> [WORK INSTRUCTIONS]: Hunt for the word "canvas" across the entries below, copying each line that holds it.

> [ENTRIES SHOWN]:
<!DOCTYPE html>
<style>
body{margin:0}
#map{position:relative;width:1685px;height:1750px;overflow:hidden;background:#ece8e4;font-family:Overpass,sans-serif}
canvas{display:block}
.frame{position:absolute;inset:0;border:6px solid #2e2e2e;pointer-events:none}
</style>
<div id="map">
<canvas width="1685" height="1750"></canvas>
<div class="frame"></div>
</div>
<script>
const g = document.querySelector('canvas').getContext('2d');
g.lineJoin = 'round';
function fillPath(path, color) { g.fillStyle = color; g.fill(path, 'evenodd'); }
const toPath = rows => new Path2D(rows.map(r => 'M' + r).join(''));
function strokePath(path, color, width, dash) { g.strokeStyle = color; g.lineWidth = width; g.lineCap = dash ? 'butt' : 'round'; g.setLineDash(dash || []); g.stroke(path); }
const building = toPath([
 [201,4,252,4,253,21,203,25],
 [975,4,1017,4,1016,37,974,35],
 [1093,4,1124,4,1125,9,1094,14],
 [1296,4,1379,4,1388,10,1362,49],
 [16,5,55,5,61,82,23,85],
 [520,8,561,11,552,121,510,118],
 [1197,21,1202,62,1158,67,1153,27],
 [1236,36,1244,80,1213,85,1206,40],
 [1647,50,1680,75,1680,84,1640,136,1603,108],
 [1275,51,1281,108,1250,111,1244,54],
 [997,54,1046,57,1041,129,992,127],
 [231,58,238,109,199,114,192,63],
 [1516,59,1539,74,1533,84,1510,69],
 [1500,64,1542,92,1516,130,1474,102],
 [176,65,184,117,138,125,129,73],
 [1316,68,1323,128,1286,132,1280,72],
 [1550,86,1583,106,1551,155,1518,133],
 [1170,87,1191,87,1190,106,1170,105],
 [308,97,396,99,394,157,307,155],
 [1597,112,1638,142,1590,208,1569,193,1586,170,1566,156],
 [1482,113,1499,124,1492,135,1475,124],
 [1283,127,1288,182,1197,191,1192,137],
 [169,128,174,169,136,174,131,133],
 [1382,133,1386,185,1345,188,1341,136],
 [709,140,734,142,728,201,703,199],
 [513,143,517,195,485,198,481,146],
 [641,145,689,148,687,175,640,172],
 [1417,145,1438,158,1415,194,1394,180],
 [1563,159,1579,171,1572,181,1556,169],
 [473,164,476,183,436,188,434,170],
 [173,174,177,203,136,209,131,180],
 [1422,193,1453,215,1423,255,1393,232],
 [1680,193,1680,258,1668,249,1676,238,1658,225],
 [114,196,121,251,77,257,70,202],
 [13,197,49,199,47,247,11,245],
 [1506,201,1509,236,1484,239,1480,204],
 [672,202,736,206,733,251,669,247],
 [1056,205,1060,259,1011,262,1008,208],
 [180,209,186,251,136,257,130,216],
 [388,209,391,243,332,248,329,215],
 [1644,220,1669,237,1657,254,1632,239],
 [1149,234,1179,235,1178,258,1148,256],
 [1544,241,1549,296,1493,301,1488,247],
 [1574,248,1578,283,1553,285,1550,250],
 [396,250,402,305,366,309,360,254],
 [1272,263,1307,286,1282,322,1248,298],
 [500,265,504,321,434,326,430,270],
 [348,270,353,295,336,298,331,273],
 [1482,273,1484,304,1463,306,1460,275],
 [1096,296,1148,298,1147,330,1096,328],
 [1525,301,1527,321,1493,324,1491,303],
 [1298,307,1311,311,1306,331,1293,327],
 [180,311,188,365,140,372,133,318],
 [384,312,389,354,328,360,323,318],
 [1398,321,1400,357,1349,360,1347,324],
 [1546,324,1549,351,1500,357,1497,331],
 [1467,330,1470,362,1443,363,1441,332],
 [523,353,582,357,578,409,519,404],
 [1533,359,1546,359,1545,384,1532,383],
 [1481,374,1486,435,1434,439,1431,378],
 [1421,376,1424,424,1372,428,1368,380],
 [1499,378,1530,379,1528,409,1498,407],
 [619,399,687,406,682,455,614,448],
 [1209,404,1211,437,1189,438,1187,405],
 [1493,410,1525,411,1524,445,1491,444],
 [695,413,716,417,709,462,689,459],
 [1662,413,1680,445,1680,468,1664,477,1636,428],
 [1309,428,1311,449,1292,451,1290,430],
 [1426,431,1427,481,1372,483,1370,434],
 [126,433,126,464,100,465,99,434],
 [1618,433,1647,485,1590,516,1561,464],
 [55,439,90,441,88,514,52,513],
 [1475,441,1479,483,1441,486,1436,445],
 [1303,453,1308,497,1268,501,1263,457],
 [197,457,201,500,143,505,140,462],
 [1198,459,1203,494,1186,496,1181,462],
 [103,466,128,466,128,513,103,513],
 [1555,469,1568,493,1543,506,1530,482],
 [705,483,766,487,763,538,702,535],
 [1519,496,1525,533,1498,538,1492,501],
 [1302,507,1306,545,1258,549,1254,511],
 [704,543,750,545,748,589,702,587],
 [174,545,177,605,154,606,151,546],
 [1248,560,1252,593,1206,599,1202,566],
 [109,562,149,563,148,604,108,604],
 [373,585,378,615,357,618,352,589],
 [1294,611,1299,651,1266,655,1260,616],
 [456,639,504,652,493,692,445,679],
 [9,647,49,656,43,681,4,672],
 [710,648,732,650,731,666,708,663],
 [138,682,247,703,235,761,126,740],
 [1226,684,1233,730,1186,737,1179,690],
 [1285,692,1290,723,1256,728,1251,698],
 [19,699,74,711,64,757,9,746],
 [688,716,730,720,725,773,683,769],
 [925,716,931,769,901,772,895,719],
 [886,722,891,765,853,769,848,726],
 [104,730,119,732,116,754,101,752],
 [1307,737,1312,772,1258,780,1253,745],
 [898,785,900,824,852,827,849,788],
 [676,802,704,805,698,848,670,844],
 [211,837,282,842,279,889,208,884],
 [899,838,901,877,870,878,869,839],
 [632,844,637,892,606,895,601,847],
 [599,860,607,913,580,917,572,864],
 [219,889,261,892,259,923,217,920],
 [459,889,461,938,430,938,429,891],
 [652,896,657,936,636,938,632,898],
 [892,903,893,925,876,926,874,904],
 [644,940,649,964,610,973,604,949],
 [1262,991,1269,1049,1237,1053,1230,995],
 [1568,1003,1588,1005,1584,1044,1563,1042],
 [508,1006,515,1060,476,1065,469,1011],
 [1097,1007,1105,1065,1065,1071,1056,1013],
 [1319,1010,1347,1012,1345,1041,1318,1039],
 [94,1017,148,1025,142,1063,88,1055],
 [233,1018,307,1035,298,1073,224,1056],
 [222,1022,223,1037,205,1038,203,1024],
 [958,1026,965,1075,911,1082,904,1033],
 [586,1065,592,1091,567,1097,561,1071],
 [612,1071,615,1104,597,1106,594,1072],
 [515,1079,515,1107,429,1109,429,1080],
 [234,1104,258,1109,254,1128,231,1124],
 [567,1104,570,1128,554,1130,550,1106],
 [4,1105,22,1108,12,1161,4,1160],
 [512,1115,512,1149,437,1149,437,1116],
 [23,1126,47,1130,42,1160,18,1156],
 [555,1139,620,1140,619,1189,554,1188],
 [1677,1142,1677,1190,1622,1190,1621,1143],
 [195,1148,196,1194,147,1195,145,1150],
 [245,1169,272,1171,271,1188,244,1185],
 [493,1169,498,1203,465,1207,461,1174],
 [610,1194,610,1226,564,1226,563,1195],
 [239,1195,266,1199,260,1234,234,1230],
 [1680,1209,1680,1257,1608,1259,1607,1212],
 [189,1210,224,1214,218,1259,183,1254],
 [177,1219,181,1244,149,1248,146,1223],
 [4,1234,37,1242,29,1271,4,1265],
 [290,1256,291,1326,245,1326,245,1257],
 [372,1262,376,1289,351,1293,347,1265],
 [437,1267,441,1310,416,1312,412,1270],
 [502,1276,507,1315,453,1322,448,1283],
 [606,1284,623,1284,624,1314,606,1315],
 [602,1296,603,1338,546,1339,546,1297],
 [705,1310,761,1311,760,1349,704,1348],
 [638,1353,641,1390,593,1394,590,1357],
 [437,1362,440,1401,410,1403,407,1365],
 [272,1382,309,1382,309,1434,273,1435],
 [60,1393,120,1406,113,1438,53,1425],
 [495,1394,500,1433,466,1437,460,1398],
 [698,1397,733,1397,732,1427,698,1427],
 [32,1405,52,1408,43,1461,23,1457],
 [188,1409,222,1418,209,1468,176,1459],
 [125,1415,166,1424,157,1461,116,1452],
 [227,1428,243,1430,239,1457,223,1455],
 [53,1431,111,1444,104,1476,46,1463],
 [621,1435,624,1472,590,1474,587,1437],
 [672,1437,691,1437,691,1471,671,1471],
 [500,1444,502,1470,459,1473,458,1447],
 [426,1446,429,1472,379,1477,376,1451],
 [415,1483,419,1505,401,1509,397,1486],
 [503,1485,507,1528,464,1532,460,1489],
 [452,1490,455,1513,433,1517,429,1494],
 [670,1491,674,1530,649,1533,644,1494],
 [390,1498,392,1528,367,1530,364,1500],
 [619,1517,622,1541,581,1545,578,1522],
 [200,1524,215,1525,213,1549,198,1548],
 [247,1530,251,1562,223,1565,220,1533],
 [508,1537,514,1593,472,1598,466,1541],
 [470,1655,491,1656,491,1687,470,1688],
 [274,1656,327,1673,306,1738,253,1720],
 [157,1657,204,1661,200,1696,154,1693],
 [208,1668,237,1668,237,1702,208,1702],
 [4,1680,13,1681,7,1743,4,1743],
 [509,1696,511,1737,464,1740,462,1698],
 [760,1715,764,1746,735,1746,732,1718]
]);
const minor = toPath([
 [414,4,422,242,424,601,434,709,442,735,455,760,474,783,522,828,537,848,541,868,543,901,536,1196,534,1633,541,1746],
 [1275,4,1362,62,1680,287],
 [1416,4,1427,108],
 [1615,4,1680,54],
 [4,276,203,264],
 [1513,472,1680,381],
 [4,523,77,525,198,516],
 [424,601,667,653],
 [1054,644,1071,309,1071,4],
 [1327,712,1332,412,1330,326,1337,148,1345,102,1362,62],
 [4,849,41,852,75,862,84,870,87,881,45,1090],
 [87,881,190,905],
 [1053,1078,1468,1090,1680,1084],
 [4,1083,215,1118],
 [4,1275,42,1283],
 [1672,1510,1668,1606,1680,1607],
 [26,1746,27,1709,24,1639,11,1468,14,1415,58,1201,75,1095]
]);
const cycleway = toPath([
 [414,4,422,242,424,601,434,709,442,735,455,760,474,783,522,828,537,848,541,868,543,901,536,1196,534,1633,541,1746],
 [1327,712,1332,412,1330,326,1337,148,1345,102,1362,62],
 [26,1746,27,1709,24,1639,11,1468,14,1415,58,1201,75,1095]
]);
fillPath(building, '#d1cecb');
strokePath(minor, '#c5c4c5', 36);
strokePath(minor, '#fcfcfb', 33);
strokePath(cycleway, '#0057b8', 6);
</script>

> [TASK RESULT]:
canvas{display:block}
<canvas width="1685" height="1750"></canvas>
const g = document.querySelector('canvas').getContext('2d');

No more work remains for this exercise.